As low-income countries, Mozambique and Lesotho were privileged in the same way under the Anything But Arms initiative, allowing them to trade freely in all goods except for munitions and military equipment. Mozambique and South Africa have received a different deal to other players in the mix. Mozambique, as a large, low-income state, is granted free EU access while only being required to lift 74% of its own trade barriers. Mozambique, however, has yet to fully ratify the agreement despite its signature.
South Africa, the local giant among SADC economies, has been offered a distinct package given its relative competitiveness and advanced economy. The EU has granted South Africa 96.2% full access to its market, alongside 2.5% partial access, while South Africa offers the same as Botswana et al. That said, South Africa too maintains an existing agreement with the EU: the Trade, Development and Cooperation Agreement Between the EU and South Africa which was established in 2000 with an aim to liberalise 90% of all EU-South Africa trade.
All in all, the deal is not expected to yield enormous trade benefits for either bloc. All SADC states already have some sort of agreement in place, which is in some cases unilateral, offering states free access free of charge. That said, the legally binding EPA offers security on otherwise arbitrary trade deals.
In the same vein, the EU already has relatively low barriers for most goods with the exception of agricultural and finished products. The EPA is expected to benefit exporters of the former the most (especially sugar and red meat producers). Interestingly, it is also the first agreement that requires the EU to forfeit any export subsidies for its own agricultural exports. On the other hand, it is worth noting that the agreement concentrates solely on goods, avoiding opening the much more controversial discussion over trade in services. Given that services represent more than 62% of GDP for South Africa, Namibia and Botswana, the free movement of services is a more contentious issue.

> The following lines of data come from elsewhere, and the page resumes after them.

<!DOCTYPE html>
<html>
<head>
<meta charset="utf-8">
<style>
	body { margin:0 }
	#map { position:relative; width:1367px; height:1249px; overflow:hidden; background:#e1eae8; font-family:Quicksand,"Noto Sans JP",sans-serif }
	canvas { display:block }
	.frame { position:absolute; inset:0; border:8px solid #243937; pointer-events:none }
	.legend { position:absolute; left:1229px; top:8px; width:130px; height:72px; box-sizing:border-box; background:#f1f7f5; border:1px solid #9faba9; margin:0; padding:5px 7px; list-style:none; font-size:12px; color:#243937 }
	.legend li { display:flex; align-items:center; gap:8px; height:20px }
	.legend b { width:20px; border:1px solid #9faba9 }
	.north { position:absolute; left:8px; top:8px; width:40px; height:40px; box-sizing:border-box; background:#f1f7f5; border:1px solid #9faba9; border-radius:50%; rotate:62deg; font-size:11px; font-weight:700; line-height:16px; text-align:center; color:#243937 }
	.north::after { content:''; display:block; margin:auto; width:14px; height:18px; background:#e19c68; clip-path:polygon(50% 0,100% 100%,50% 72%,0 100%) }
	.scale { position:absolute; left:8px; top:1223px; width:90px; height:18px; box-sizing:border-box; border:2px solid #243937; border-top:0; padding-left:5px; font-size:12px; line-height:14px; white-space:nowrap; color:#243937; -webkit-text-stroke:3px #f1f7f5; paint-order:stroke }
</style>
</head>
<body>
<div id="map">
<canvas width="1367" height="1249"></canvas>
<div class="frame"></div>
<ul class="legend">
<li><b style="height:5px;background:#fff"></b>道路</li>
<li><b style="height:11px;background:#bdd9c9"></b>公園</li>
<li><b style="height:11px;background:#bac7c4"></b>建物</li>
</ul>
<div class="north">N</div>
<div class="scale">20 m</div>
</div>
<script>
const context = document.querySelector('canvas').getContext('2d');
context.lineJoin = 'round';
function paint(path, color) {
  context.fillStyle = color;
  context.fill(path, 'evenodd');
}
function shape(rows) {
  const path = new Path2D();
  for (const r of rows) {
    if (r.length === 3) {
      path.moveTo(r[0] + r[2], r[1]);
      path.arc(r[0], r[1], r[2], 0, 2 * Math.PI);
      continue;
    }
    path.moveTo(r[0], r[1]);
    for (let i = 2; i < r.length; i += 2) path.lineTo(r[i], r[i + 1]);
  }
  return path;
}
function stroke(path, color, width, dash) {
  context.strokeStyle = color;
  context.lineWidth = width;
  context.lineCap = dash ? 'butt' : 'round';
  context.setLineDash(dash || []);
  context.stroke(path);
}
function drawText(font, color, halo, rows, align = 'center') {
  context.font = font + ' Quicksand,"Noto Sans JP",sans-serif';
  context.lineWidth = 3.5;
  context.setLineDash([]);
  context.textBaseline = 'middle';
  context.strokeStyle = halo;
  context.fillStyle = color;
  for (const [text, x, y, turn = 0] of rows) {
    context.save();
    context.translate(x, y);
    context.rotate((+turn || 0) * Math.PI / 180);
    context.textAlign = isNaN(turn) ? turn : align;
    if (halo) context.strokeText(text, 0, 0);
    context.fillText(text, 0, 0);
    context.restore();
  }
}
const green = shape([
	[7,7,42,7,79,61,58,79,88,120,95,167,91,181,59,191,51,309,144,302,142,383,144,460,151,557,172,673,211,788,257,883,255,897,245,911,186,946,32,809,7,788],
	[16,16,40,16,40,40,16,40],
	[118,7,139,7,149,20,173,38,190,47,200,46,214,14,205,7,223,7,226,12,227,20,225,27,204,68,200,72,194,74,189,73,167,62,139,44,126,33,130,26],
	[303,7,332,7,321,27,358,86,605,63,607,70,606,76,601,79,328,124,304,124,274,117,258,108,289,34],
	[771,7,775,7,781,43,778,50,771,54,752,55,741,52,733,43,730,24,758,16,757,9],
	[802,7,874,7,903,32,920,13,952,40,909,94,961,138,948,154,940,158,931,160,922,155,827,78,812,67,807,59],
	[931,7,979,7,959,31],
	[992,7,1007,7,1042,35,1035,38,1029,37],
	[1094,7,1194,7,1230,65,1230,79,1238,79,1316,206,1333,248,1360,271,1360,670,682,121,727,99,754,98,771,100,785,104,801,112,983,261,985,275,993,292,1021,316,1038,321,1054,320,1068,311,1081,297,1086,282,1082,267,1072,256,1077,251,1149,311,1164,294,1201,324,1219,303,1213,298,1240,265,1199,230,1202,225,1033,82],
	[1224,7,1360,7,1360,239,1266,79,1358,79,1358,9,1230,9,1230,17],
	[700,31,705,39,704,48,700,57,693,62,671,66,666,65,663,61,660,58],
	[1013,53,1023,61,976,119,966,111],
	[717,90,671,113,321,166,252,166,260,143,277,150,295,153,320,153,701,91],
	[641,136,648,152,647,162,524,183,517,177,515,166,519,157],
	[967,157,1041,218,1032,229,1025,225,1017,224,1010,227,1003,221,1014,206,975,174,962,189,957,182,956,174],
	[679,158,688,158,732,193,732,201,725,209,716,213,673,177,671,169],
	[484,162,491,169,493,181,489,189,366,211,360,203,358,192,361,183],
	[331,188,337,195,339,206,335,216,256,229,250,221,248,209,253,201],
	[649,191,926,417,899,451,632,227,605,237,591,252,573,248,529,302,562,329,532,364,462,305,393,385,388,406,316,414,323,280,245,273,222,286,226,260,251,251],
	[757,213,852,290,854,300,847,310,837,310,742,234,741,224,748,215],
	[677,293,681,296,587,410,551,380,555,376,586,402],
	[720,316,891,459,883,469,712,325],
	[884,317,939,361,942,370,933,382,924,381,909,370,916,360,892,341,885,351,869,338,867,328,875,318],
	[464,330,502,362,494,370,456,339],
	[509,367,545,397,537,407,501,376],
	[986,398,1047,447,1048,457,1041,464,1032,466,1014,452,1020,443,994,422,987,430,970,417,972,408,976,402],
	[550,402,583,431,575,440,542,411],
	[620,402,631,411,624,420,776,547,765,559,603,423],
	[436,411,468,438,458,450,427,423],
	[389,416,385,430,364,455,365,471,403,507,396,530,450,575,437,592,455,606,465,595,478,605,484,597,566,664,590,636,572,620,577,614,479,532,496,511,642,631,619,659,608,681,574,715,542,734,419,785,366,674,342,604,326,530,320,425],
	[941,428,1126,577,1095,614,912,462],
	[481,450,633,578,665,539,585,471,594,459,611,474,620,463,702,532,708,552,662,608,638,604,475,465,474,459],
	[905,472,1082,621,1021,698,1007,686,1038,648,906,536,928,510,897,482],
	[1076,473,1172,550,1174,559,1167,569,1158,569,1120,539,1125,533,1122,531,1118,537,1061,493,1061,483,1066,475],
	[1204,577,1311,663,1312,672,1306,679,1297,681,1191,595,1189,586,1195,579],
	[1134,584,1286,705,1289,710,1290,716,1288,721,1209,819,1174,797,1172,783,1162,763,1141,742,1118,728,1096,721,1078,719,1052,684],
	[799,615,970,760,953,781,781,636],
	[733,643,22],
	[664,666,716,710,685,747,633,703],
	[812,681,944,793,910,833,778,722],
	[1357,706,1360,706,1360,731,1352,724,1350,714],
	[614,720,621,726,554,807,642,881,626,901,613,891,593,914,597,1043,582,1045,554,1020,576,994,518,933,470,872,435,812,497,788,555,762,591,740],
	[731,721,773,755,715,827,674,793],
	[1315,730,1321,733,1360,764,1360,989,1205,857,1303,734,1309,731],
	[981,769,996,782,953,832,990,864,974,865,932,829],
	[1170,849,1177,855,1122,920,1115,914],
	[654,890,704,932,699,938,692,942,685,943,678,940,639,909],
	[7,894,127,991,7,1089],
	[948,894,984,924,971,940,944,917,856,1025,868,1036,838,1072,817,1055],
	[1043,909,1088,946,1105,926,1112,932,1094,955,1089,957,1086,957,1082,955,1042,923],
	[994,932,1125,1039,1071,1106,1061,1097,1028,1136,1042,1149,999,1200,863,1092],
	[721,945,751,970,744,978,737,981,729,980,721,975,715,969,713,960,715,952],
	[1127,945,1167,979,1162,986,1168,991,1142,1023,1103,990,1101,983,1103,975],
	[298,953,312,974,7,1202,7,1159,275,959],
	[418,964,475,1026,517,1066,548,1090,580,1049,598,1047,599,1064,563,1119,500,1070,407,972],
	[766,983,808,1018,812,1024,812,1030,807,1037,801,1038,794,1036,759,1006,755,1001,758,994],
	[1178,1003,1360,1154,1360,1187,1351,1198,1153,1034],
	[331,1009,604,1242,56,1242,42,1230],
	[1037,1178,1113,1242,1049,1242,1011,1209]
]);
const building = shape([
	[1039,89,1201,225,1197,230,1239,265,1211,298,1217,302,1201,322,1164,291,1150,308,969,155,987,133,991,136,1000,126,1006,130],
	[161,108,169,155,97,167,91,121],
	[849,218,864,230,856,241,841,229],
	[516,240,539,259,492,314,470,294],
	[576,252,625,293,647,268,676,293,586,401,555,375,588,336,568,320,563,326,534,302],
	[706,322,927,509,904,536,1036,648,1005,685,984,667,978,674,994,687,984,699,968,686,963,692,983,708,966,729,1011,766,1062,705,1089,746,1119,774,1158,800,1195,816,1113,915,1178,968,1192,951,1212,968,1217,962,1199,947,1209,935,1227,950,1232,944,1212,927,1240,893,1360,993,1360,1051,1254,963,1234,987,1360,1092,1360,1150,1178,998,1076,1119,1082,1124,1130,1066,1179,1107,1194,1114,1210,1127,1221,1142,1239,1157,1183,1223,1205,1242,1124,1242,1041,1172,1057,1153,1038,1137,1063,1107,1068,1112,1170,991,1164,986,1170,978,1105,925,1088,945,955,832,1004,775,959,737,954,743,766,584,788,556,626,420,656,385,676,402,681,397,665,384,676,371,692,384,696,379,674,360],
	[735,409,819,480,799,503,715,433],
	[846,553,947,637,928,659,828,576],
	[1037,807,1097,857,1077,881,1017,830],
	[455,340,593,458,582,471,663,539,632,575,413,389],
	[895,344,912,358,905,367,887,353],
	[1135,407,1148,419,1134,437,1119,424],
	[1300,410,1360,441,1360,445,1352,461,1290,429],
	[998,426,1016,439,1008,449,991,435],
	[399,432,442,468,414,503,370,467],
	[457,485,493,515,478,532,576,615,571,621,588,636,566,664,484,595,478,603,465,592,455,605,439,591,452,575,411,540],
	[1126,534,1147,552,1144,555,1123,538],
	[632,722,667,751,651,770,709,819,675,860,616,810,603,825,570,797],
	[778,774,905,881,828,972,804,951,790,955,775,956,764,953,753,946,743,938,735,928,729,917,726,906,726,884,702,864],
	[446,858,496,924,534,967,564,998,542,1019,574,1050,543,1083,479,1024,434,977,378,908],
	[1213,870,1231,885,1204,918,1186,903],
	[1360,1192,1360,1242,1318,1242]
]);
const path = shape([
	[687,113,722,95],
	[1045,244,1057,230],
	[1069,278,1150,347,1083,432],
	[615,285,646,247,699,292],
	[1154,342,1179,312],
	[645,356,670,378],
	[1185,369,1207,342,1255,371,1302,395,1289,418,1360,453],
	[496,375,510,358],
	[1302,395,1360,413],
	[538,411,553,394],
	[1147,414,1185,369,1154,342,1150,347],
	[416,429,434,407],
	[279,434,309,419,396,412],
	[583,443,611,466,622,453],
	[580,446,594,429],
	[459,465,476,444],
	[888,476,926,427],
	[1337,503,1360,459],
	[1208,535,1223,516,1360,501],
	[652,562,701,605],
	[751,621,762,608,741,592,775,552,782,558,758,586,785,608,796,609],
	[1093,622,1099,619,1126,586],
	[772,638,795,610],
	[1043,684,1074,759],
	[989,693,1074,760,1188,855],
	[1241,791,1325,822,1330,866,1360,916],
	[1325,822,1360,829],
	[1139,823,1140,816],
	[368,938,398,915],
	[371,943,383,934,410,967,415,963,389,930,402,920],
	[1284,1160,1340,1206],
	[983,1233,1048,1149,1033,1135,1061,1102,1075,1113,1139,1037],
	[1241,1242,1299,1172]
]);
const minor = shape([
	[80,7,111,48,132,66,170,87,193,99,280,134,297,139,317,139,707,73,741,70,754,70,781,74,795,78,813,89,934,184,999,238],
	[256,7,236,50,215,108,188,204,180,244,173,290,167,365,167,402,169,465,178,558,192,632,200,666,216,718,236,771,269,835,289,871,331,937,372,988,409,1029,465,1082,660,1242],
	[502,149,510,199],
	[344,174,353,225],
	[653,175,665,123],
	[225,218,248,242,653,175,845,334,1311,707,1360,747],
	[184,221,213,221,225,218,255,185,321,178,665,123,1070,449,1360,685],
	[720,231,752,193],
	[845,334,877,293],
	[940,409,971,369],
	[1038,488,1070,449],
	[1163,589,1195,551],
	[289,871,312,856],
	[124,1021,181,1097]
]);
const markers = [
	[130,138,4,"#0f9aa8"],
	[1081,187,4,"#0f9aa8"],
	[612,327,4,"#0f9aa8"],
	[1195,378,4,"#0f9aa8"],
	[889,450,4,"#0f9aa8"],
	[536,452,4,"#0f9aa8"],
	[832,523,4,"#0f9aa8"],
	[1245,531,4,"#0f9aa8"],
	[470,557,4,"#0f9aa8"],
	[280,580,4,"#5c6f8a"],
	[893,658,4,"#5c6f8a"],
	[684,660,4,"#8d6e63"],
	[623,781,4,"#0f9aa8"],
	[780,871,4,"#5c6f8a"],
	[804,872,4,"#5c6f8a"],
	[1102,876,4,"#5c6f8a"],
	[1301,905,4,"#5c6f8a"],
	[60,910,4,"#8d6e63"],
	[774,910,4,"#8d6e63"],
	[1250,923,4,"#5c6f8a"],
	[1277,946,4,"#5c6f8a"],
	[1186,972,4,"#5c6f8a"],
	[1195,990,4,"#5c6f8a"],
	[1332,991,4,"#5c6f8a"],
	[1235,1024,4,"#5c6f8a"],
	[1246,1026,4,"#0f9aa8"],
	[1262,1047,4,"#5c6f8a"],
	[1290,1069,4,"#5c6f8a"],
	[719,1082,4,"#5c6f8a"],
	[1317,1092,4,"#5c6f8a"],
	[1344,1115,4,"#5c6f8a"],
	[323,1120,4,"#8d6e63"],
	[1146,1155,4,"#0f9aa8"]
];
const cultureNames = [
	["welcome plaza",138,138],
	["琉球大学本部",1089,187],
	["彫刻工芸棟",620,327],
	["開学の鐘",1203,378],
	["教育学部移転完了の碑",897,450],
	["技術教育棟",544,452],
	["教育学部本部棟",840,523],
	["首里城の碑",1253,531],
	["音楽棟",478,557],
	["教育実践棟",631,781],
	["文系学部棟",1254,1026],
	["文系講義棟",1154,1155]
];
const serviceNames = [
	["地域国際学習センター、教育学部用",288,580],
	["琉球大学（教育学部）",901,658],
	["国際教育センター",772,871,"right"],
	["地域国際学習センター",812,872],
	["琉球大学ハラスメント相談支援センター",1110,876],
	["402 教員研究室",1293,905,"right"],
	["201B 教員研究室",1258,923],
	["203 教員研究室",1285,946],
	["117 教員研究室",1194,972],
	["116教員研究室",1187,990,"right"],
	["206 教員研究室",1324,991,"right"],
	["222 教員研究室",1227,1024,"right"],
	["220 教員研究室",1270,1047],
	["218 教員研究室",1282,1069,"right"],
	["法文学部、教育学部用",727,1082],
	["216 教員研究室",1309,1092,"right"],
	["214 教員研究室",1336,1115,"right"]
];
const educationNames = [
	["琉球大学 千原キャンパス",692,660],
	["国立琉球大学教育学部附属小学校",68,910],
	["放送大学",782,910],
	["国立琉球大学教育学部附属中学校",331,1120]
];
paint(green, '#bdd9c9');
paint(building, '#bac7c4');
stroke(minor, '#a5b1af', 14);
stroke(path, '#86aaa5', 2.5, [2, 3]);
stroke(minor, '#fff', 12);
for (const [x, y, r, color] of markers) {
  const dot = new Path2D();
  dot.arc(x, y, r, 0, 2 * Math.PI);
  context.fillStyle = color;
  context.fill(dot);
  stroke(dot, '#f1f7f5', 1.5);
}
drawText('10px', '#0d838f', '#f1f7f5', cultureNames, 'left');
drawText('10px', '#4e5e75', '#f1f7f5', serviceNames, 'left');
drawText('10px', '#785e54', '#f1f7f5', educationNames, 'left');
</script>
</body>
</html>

Trade between the EU and SADC has not come a long way in recent years, having hovered around $32 billion worth of exports for both sides. The latest numbers put SADC exports at $31.7 billion and EU exports at $32 billion. This represents around 1.8% of the EU’s total trade; SADC’s exports are only expected to rise by around 1%. As such, gains to the SADC business community is noteworthy, but less than rhetoric might suggest. With protective measures in place for SADC’s sensitive industries (e.g. textiles), it is not clear European entrepreneurs and consumers stand to gain substantially more.
Beyond the European Union
By contrast, the impact on SACU and SADC’s own affairs could be more interesting. In the context of SACU, and in the absence of a specific regional body, South Africa’s International Trade Administration Commission has thus far determined all common external tariffs (CETs) on behalf of the customs union. States have complained that the Commission has overlooked regional needs, prioritising South Africa’s own industrial agenda. The EPA has given a forum for SACU members to defend their own developmental agendas, putting in place sector-specific ‘safety valves’, and reaching a legally binding CET agreement with a foreign body, taking this aspect of power from South Africa.
The EPA also contains a ‘most favoured nation’ clause, compelling SADC members to offer one another a deal as good as that received by the EU in every instance. It is hoped this will facilitate stronger, legally bound integration in the bloc, backed up by its largest trading partner.
A final ramification is the potential EPA-copycat, which South Africa appears to be looking to establish with a post-Brexit UK. The potential deal is thought to mimic the EPA, with greater provisions for South African agricultural exports.